Tuesday, September 28, 2010

Monsters Is A Pre-Theatrical Treat On iTunes

A NASA space probe, sent to collect samples of life in our solar system, crashes on re-entry and causes a large-scale alien contamination between the American-Mexican border to as far south as San Pedro, Mexico. To contain the creatures, the United States and Mexican governments quarantine the area.

Monsters 2010 takes place six years after the crash, when the large squid-like behemoths have become part of the altered reality. It opens when freelance photographer Andrew Kaulder (Scoot McNairy) is asked to check up on his publisher's daughter, Samantha Wynden (Whitney Able), who is injured in the partial collapse of a building in San Jose, Costa Rica.

The collapse was apparently caused by one of the creatures, which had migrated much further south than the infected area. Kaulder is asked to give up his assignment to ensure Wynden is safely returned to the United States. The couple board a train, en route to a town bordering the infected zone in Mexico, with the intent to take a ferry to the United States.

Except, Wynden won't make the last ferry after Kaulder's one-night stand leaves in the morning with both passports, leaving them both with a forbidding prospect. They can pay a smuggling operation to take them through the infected zone by land.

Monsters Is A Surprisingly Realistic Expose On Human Adaptability.

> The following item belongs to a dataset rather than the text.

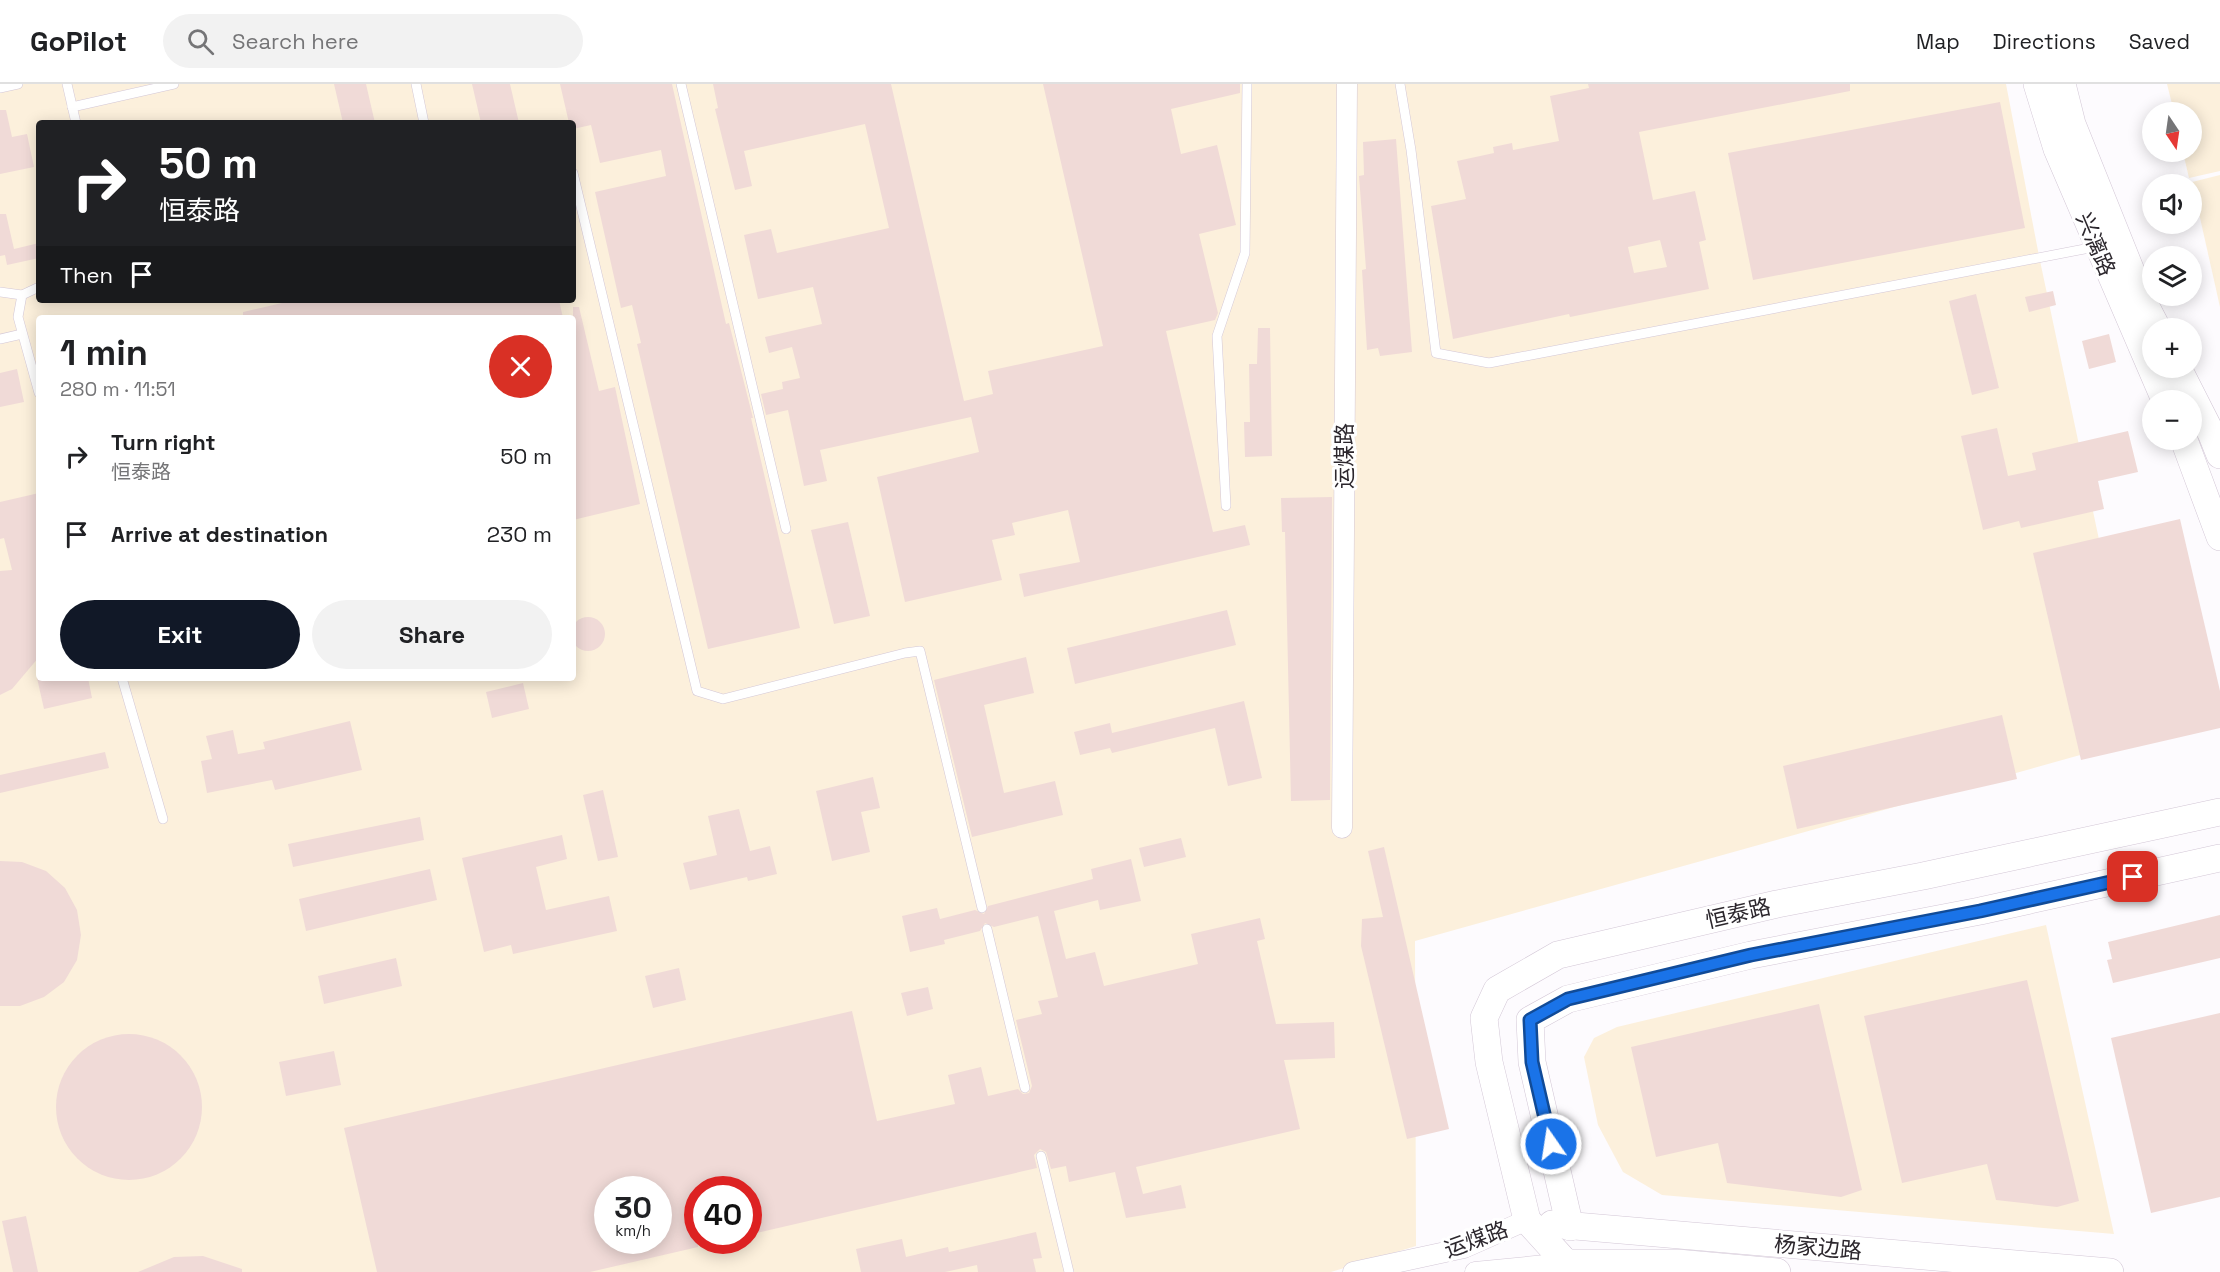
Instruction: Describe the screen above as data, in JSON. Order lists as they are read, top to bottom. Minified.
{"streets":{"street":["兴漓路","运煤路","恒泰路","杨家边路"]},"crossings":[["运煤路","恒泰路"],["运煤路","杨家边路"],["恒泰路","杨家边路"]],"north":"bottom","page":{"header":"GoPilot","search":"Search here","nav":["Map","Directions","Saved"],"map_buttons":["+","−"],"turn":["50 m","恒泰路"],"then":"Then","heading":["1 min","280 m · 11:51"],"list":[{"name":"Turn right","note":"恒泰路","value":"50 m"},{"name":"Arrive at destination","value":"230 m"}],"buttons":["Exit","Share"],"speed":"30 km/h","limit":"40"}}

Writer-director Gareth Edwards had an exceptionally unique vision for his film, Monsters. The realism and rawness can be attributed to Edwards' effects work, ranging from Perfect Disaster, a 2006 television documentary series on disasters like super tornadoes, to the Space Race, a television documentary series on rockets in 2005.

As his screenwriting and directorial debut, Edwards proves he has a breathtaking vision for a human drama with the monsters being served up more as a metaphor than a premise. While this will leave some previewers (and moviegoers in October) who are expecting Cloverfield or District 9 disappointed, Monsters will find a fan base if it can reach the right people.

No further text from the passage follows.